Lise 2’nci sınıfta haftada bir saat olarak görülen ‘Millî Güvenlik Dersi’nden söz ediyorum. Hatırlamışsınızdır…
Muhtemelen emekli bir subayın ders verdiği, genelde gır gır, şamata şeklinde geçen ve aklınızda sadece ‘hangi rütbenin hangisinden büyük olduğunu anlatan ders’ şeklinde kalan şeyden bahsediyorum…

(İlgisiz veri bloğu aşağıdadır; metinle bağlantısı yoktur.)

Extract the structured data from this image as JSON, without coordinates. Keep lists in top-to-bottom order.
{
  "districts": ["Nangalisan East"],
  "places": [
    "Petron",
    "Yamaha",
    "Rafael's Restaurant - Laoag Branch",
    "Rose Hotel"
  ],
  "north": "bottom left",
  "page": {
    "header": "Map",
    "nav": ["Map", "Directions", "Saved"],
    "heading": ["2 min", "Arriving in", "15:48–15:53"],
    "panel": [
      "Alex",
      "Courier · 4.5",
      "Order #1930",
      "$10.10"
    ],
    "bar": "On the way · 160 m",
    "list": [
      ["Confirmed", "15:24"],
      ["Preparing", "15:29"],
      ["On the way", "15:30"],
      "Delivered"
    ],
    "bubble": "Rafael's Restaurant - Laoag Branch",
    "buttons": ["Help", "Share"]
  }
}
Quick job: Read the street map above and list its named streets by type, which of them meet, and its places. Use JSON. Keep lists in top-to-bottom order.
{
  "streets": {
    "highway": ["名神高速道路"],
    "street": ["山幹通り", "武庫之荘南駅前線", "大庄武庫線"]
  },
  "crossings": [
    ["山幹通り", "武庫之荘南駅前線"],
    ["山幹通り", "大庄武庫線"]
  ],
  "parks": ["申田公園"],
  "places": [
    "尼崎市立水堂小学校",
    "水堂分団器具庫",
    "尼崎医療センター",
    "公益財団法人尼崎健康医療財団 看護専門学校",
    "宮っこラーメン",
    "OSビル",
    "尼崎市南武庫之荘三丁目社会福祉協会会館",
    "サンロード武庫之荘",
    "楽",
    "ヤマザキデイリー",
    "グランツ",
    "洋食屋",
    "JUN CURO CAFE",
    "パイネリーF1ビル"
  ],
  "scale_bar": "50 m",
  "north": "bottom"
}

Benim öğrenci olduğum yıllarda dersimize emekli bir albay gelirdi. Yaşıyorsa Allah sağlık versin… Adamcağız öyle yaşlıydı ki, hafızası da oldukça kötüleşmişti, nerdeyse bunama noktasındaydı. Asker olarak görev yaptığı dönemde muhtemelen bizim sınıf kadar kalabalık belki 20 takım askeri tek bir sözü ile hizaya getiren adam, 3-5 haylazın karşısında ter döküyordu…
Tabi bu arada mutlaka muvazzaf olarak görevde olan subaylarımızın da katıldığı millî güvenlik dersleri yurdun çeşitli yerlerinde mutlaka verilmektedir. Ama bunların sayısı bildiğim kadarıyla oldukça az…
Asteğmen olarak görev yaptığım ilçede garnizon komutanı olarak bir yıl boyunca Millî Güvenlik Dersi verme imkânım olmuştu.
Çocuklara millî güç, millî hedef, sivil savunma ve harp çeşitlerini anlatırken o genç dimağların nasıl da heyecanla ders dinlediğine şahit olmuştum. Bir nedenden dolayı sınıf tekrarı yapan iki öğrencim vardı. Çocuklar geçen sene gördükleri dersleri anlattığında kendi öğrencilik yıllarım aklıma gelmişti de, üzülmüştüm. Neredeyse hiç farkı yoktu. Albay, yarbaydan büyüktür o da binbaşıdan. İşte size ‘Millî Güvenlik!’…
Okullarında böyle ‘Millî Güvenlik Dersi’ verilen bir ülkenin ‘Millî Eğitiminden’ diploma almış olan toplum da işte bu kadar oluyor zaten! Sakın yanlış anlaşılmasın bu ifadelerin anlatıldığı dönem zannettiğiniz gibi son 5 yılı ‘kesinlikle’ söylemiyor!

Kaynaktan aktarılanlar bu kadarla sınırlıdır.